Sunday, 2 September 2018

Misrepresenting Halliday And Misunderstanding Stratification

Fawcett (2010: 56-7):
Thus Halliday himself did not take on the task of a thorough re-working of the existing systemic descriptions that the revolutionary new model logically called for. However, the few new networks that emerged from that period such as those for 'modality' (Halliday 1970/76a) are more clearly oriented to meaning than most of the 1964 networks reproduced in Halliday (1976). The position remains that some of Halliday's networks (e.g., TRANSITIVITY, the network for generating Participant Roles, etc.) have been pushed very much further towards the semantics than others (e.g., the MOOD network). 
In recent years, however, Halliday appears to have reached the decision that it really is necessary to add a second and higher level of 'meaning'. This is the position that is expressed in Halliday (1996), Matthiessen (1995) and in Halliday & Matthiessen (1999) — the latter being the exploration of a possible 'experiential semantics'. As a consequence of this decision, Halliday now uses the term "semantics" for this new level of 'meaning'while continuing, however, to describe the system networks of TRANSITIVITY, MOOD, THEME and so on as "meaning potential" (e.g., Halliday 1993:4505).

Blogger Comments:

[1] To be clear, the task that Fawcett thinks was "logically" called for was the reconstrual of Halliday's grammatical systems as semantic systems; see below. Here yet again Fawcett employs the logical fallacy of proof by assertion: repeating a false claim as if multiple repetitions of the claim have established it as valid. 

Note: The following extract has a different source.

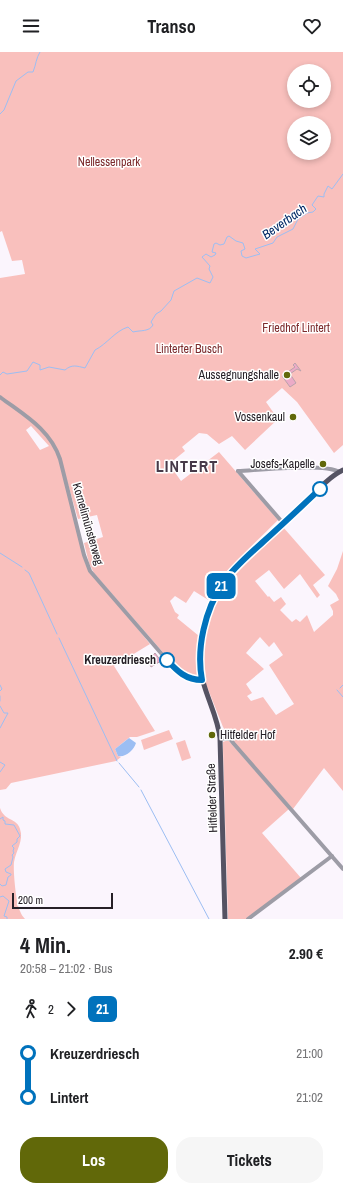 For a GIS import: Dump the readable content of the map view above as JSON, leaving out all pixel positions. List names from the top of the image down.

[2] To be clear, Halliday's system of modality is a grammatical system, and, like all grammatical systems, including TRANSITIVITY and MOOD, it was theorised from the viewpoint of semantics, that is: in terms of the meanings it realises.

[3] This misunderstands the SFL stratification hierarchy.  Semantics is not "a new added second and higher level of meaning".  On the one hand, it is misleading to claim that semantics is a "new added" level, since it was theorised as a level in, for example, Halliday & Hasan (1976).  On the other hand, on the SFL model, there is only one level of meaning, semantics, and this is distinguished from the level of wording, lexicogrammar, with these two constituting the two levels of the content plane.

[4] As previously explained, Fawcett continually mistakes 'meaning potential' (language as system) for 'meaning' as a level of symbolic abstraction (semantic stratum).